Records for this task ->

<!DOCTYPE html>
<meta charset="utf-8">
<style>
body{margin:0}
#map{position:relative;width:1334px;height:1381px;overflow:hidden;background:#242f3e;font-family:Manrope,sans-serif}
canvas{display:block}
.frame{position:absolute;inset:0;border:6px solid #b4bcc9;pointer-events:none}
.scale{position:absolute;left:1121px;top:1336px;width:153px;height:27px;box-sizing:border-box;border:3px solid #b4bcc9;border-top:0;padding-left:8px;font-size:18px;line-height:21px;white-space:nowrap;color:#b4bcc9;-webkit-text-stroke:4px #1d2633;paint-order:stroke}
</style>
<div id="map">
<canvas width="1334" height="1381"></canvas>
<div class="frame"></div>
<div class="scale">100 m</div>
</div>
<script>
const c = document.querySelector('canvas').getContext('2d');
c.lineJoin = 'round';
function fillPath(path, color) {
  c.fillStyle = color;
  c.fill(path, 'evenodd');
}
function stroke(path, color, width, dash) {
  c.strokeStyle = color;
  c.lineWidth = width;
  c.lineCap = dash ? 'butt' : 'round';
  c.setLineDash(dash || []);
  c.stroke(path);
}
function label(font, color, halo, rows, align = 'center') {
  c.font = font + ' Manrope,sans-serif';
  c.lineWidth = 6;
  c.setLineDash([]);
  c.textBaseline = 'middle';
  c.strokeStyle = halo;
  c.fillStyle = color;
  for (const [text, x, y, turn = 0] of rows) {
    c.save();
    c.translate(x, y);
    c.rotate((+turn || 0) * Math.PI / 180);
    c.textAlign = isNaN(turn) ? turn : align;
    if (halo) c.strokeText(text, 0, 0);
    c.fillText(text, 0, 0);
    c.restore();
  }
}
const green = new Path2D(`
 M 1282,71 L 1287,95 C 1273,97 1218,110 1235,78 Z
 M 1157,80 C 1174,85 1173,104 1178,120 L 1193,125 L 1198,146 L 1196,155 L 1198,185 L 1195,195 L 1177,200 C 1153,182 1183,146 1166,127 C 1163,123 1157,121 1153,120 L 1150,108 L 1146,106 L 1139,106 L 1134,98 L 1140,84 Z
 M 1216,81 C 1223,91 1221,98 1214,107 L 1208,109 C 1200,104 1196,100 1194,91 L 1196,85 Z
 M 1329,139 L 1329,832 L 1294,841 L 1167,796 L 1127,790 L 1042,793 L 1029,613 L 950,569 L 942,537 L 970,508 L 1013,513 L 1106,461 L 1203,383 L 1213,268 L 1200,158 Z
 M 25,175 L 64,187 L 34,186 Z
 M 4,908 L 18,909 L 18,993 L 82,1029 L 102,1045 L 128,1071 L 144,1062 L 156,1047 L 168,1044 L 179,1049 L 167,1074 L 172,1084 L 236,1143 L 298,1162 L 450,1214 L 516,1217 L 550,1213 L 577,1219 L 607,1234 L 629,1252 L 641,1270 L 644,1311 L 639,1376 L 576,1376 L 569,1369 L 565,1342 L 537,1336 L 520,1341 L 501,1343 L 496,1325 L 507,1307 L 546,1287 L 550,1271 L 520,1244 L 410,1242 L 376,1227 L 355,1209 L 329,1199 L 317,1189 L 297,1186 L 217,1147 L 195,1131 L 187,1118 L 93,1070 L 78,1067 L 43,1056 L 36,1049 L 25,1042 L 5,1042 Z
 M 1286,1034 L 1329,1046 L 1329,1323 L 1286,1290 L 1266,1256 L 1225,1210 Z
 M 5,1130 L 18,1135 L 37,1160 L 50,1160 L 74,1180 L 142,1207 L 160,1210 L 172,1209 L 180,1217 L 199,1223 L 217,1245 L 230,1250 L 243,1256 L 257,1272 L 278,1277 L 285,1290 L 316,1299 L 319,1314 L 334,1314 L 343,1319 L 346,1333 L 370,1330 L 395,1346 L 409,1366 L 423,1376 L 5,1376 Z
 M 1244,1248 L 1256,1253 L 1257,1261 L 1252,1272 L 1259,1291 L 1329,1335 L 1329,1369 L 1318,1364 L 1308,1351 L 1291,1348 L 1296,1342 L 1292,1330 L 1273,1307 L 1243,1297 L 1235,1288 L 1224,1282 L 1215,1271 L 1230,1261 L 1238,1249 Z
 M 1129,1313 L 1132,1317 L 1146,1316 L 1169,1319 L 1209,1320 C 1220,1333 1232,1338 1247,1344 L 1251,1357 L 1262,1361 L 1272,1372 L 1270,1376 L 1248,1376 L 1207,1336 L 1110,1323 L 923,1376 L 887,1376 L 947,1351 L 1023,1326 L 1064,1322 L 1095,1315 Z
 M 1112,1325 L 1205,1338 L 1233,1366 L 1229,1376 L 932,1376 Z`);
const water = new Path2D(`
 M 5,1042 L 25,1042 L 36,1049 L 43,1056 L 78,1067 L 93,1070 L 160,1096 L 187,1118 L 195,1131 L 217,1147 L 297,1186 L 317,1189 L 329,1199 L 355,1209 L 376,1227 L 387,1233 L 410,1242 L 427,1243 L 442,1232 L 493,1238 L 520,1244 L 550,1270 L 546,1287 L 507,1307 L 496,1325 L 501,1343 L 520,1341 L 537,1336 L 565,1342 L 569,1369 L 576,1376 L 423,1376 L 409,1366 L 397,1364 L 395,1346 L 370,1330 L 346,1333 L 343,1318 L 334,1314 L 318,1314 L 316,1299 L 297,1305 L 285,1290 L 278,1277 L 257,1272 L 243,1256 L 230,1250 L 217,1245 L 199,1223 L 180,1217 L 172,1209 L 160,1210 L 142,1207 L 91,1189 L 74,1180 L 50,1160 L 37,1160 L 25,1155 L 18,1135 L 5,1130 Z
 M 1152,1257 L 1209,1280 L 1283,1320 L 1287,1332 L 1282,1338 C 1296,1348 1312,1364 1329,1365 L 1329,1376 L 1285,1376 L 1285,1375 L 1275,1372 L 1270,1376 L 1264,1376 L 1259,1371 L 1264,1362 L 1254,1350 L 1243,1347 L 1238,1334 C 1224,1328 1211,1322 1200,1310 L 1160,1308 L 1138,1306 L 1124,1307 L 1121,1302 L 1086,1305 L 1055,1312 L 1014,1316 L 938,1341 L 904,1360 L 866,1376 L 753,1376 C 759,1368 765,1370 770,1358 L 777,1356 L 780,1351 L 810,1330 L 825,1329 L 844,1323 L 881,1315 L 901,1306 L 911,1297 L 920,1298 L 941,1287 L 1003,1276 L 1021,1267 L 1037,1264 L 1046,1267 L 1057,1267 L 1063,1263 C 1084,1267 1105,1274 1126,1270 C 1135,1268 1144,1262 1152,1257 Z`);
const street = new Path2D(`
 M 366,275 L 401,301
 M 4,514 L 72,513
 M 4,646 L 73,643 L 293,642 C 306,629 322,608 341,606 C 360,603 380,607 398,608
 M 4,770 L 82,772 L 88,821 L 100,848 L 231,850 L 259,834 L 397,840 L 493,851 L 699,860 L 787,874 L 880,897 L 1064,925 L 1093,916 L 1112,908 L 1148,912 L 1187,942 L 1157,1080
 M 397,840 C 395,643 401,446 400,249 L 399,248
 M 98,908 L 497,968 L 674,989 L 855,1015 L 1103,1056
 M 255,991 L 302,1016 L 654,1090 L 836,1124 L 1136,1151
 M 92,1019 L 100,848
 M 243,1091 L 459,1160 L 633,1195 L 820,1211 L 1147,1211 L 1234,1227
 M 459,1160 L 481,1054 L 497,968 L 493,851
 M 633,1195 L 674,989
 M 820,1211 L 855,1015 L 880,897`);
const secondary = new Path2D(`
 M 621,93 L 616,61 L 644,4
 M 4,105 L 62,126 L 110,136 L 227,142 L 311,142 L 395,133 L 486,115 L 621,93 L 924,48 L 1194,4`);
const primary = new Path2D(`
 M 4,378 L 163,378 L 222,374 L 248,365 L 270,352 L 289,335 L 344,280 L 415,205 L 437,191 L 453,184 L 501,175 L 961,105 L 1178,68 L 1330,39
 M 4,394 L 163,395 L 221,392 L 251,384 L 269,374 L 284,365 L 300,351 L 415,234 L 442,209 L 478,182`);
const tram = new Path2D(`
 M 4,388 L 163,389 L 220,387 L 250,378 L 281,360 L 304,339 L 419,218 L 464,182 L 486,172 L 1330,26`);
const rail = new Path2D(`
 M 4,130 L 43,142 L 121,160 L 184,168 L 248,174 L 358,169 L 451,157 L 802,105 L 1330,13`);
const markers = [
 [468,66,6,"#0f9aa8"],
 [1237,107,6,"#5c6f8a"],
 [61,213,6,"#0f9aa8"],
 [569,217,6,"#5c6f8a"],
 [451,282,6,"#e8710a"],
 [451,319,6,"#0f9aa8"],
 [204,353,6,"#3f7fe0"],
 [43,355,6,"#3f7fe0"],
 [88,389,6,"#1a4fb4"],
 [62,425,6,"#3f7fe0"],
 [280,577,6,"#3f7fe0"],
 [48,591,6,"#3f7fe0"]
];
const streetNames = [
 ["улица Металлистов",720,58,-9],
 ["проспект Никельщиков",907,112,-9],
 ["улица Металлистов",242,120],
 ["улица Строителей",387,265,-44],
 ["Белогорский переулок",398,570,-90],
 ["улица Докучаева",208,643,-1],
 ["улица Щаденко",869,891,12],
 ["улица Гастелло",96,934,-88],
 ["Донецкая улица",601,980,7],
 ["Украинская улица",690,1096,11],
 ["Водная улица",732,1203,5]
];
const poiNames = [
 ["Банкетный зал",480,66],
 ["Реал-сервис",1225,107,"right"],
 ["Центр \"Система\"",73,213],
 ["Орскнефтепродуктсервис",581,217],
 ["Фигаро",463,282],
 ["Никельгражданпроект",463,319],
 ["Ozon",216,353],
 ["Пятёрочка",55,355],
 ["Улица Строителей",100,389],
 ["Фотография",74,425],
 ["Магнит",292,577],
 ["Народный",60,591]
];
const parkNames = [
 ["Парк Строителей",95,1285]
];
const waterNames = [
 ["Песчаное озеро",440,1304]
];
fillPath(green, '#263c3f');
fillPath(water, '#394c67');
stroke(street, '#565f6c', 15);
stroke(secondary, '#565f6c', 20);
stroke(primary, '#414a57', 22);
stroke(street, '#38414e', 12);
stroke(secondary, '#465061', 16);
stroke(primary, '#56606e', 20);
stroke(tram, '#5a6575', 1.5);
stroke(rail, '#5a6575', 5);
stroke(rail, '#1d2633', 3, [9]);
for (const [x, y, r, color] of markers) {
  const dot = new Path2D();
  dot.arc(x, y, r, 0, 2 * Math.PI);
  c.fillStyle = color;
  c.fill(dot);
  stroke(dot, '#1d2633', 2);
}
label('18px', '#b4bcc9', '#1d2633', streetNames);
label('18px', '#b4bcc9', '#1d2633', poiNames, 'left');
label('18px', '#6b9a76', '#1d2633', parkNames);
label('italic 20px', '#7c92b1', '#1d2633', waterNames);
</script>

Task to carry out -> Return the total of lines in these records that hold "rows", without any other words.

Response for this exercise -> 2